Start of Records provided

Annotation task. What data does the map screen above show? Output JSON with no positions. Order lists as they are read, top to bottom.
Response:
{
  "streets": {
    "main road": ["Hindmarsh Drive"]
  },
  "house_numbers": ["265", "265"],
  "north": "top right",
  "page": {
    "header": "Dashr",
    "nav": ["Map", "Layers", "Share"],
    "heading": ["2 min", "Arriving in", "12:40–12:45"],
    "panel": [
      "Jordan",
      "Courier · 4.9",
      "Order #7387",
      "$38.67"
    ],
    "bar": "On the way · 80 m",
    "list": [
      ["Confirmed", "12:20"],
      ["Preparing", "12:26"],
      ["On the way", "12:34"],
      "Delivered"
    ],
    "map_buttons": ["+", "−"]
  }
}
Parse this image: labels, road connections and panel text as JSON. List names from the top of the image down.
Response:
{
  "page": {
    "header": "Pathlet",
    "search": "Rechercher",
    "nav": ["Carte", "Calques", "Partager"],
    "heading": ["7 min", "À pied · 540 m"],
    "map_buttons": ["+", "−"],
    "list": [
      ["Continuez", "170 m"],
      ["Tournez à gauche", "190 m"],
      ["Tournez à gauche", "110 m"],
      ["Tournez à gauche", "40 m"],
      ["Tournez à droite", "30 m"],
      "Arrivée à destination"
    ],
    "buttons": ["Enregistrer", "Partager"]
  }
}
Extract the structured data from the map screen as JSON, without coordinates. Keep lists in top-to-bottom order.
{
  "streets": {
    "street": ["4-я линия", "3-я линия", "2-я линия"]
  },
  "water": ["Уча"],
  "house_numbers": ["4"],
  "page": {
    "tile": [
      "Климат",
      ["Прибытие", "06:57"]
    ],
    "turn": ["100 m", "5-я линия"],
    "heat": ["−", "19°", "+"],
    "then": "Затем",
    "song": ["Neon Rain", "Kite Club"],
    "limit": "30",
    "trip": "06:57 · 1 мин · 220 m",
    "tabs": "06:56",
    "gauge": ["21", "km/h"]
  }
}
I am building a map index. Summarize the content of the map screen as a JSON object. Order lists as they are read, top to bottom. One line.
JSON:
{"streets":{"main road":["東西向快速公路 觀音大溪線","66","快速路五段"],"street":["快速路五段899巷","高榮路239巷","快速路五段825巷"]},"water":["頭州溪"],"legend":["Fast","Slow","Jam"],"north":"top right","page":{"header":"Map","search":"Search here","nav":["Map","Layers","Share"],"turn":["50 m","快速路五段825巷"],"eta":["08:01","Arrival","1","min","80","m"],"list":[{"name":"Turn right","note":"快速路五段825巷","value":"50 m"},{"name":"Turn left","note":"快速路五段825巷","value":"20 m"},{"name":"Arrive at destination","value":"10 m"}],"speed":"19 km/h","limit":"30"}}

End of Records provided

* [Requirement] Each entry, exactly as written, should be set down once more.

* [Your solution]
Annotation task. What data does the map screen above show? Output JSON with no positions. Order lists as they are read, top to bottom.
Response:
{
  "streets": {
    "main road": ["Hindmarsh Drive"]
  },
  "house_numbers": ["265", "265"],
  "north": "top right",
  "page": {
    "header": "Dashr",
    "nav": ["Map", "Layers", "Share"],
    "heading": ["2 min", "Arriving in", "12:40–12:45"],
    "panel": [
      "Jordan",
      "Courier · 4.9",
      "Order #7387",
      "$38.67"
    ],
    "bar": "On the way · 80 m",
    "list": [
      ["Confirmed", "12:20"],
      ["Preparing", "12:26"],
      ["On the way", "12:34"],
      "Delivered"
    ],
    "map_buttons": ["+", "−"]
  }
}
Parse this image: labels, road connections and panel text as JSON. List names from the top of the image down.
Response:
{
  "page": {
    "header": "Pathlet",
    "search": "Rechercher",
    "nav": ["Carte", "Calques", "Partager"],
    "heading": ["7 min", "À pied · 540 m"],
    "map_buttons": ["+", "−"],
    "list": [
      ["Continuez", "170 m"],
      ["Tournez à gauche", "190 m"],
      ["Tournez à gauche", "110 m"],
      ["Tournez à gauche", "40 m"],
      ["Tournez à droite", "30 m"],
      "Arrivée à destination"
    ],
    "buttons": ["Enregistrer", "Partager"]
  }
}
Extract the structured data from the map screen as JSON, without coordinates. Keep lists in top-to-bottom order.
{
  "streets": {
    "street": ["4-я линия", "3-я линия", "2-я линия"]
  },
  "water": ["Уча"],
  "house_numbers": ["4"],
  "page": {
    "tile": [
      "Климат",
      ["Прибытие", "06:57"]
    ],
    "turn": ["100 m", "5-я линия"],
    "heat": ["−", "19°", "+"],
    "then": "Затем",
    "song": ["Neon Rain", "Kite Club"],
    "limit": "30",
    "trip": "06:57 · 1 мин · 220 m",
    "tabs": "06:56",
    "gauge": ["21", "km/h"]
  }
}
I am building a map index. Summarize the content of the map screen as a JSON object. Order lists as they are read, top to bottom. One line.
JSON:
{"streets":{"main road":["東西向快速公路 觀音大溪線","66","快速路五段"],"street":["快速路五段899巷","高榮路239巷","快速路五段825巷"]},"water":["頭州溪"],"legend":["Fast","Slow","Jam"],"north":"top right","page":{"header":"Map","search":"Search here","nav":["Map","Layers","Share"],"turn":["50 m","快速路五段825巷"],"eta":["08:01","Arrival","1","min","80","m"],"list":[{"name":"Turn right","note":"快速路五段825巷","value":"50 m"},{"name":"Turn left","note":"快速路五段825巷","value":"20 m"},{"name":"Arrive at destination","value":"10 m"}],"speed":"19 km/h","limit":"30"}}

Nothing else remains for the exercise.